Do you ever look at life and wonder, how did all this happen? How am I breathing and how did that living thing playing over there come forth from my own flesh and blood? I don't mean this in the theological or philosophical sense, not the searching for a concrete answer or the reasoning out of logical possibilities on Creation. 
I mean, do you ever just stop and stand in awe that life - so fragile, so delicate - happens at all?
This week, the kids and I went on a walk and noticed the first signs of Spring. So many delicate, colorful signs of life popping up from the barely thawed floor of winter. Between dead leaves and brown grass, fragile starts of life rose all around us and we were overjoyed at the sight of every bloom. Each time we spotted a bright purple or yellow flower amidst so much brown, my daughter would run to it, and with a tender touch gasp, "Look, Mama!

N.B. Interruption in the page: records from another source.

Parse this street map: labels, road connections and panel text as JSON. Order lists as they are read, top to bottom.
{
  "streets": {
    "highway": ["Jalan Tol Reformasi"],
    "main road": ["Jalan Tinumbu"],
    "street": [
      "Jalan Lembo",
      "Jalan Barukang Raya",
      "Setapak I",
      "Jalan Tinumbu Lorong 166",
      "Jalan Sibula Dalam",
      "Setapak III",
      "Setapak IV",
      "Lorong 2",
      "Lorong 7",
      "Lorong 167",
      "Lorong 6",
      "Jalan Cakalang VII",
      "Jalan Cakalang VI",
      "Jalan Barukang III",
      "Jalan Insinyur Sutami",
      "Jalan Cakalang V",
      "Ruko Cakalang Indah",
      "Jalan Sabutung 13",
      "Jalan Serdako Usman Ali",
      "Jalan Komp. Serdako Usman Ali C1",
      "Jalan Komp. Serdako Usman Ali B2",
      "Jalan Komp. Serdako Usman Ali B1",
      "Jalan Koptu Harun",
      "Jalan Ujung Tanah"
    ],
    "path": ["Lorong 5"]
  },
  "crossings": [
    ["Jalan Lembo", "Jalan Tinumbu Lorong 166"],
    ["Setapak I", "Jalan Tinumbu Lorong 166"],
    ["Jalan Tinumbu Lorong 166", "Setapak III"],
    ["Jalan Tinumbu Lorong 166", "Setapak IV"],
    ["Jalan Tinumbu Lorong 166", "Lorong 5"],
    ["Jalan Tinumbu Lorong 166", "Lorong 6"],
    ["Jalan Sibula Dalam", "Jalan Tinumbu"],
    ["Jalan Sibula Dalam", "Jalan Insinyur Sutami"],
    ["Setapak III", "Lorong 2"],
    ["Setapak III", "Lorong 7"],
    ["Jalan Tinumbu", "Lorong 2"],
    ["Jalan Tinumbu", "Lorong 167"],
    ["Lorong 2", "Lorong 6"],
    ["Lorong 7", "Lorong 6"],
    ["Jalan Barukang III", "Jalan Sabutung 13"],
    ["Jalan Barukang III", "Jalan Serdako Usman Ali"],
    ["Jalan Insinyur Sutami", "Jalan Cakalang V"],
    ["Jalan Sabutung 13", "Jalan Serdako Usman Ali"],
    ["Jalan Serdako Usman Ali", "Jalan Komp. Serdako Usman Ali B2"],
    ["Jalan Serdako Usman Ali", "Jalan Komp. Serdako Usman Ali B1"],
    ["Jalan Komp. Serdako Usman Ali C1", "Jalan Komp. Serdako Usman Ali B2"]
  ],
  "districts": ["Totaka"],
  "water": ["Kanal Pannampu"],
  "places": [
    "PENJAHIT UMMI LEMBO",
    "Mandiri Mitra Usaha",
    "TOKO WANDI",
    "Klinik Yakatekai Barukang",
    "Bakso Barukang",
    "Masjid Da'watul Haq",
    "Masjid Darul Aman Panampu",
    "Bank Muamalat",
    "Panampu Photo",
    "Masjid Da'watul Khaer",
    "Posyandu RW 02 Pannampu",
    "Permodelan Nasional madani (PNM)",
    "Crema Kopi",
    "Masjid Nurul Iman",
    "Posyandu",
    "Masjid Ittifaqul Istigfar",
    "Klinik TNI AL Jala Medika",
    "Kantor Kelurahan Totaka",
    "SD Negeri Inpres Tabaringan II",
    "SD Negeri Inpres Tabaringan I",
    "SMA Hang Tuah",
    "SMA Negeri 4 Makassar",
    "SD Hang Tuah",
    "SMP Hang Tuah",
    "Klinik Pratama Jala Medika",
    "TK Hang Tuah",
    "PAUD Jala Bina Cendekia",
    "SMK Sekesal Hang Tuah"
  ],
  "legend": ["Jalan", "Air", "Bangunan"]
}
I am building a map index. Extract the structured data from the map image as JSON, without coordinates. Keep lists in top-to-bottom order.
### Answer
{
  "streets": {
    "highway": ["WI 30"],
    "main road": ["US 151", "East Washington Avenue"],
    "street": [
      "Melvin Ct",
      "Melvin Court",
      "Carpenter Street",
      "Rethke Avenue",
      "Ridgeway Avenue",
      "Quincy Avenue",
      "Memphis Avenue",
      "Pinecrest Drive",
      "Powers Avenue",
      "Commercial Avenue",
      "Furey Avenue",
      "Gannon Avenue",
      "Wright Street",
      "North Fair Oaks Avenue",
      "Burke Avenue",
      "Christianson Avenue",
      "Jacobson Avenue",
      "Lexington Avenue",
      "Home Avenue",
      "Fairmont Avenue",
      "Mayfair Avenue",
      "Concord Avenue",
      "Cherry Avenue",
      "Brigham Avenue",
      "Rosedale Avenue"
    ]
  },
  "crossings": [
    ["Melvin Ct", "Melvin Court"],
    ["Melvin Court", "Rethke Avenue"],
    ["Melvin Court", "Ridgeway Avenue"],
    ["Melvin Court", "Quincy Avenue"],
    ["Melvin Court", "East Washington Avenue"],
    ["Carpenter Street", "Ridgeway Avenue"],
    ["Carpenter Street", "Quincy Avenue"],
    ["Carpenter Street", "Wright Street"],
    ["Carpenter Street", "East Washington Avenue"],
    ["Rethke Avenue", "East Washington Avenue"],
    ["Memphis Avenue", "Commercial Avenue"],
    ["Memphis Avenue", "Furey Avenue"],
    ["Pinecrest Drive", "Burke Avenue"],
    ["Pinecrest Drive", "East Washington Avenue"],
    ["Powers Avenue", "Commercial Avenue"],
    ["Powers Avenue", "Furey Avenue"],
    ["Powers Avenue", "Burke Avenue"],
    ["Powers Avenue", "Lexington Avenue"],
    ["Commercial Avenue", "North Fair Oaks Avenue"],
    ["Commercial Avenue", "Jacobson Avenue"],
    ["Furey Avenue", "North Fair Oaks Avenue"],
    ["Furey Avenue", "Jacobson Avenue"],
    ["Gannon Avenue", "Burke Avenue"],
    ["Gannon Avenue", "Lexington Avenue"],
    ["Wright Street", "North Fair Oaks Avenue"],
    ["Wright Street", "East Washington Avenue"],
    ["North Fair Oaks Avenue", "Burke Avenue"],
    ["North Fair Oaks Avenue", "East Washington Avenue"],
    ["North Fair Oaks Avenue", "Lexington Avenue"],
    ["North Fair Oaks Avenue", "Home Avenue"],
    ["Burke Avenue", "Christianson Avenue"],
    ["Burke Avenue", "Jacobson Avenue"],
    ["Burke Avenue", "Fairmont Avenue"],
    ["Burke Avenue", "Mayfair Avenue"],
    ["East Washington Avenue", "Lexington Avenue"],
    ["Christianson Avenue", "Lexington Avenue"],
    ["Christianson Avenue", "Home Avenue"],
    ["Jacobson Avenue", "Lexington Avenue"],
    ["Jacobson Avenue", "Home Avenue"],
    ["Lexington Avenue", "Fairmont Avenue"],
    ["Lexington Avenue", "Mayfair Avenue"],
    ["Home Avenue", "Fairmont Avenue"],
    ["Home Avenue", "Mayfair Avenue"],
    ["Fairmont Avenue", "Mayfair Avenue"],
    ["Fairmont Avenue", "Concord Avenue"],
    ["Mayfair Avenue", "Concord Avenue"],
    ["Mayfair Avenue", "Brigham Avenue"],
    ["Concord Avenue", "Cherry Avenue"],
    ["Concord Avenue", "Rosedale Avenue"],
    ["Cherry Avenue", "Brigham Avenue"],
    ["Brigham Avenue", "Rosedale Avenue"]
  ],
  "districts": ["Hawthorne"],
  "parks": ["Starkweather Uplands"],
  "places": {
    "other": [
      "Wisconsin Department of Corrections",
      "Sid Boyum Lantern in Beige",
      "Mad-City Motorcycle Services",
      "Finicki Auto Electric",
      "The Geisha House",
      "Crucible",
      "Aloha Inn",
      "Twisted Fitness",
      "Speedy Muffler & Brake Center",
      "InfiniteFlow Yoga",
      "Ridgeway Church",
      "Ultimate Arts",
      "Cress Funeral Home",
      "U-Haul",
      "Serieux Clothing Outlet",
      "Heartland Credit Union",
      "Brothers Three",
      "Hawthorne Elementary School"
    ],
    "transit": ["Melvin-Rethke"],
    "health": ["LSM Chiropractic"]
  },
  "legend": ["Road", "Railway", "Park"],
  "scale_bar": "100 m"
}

Take a picture of this one, too!!" She stood in awe of new life every time.


I know Easter is a season for hoping, a season of new life and beautiful promises. And I think we need all the hope we can get. 

But to be honest, when I really think about how fragile and delicate life is, it all but breaks my heart into a thousand pieces and makes me wonder what on earth I was thinking to birth two precious children into this broken world. How can we sit with the reality of our own mortality and fragility, and not be shaken a bit, especially if we are mothers? 

It is hard to accept how out of control we are, how needy and prone to breaking, prone to dying we all are. As parents, it is a harsh truth to contemplate - not to mention the horror of those that experience it - that our children some day will pass. That life is so, so fragile. And we are fragile, too. 
It is hard to sit with a friend grieving her third miscarriage, or look another friend in the eye with a child whose liver is failing, and not fret over every living thing, wondering how these delicate vessels of skin and bones we inhabit survive anything at all. 
And yet, every Spring brings new hope. Every Easter reminds us of something eternal, something greater than these delicate vessels. Something in us rises up and is drawn to each tender bloom of life. A new baby wails into the world and we weep from the beauty of it. We believe and we hope and we cling, despite all of life's delicacies.



Henri Nouwen writes in his book, The Inner Voice of Love, "Every time you experience the pain of rejection, absence, or death, you are faced with a choice. You can become bitter and decide not to love again, or you can stand straight in your pain and let the soil on which you stand become richer and more able to give life to new seeds."

In my own seasons of grief, I have wrestled with stinginess toward my seeds, not wanting to, or perhaps just not knowing how to release the seeds of excruciating pain and desperation I was feeling to the earth. Not knowing what it meant to let my grief birth something new. Not having the energy or the imagination to dream or hope again. 
And so, for years I clung to my seeds, clung to my pain as a banner of identity, wrapped myself in the truth of my suffering. Not at all out of a desire to keep the pain close, but out of total ignorance as to any other choice available to me. I was sad, and that was the only reality I could see. 
But eventually, I got tired of clutching onto the pain and found my hands slowly opening. Something inside me finally gave way to all the strain of carrying that grief for years, and I found myself deep in rich soils, deep in new possibilities, deep in hope. 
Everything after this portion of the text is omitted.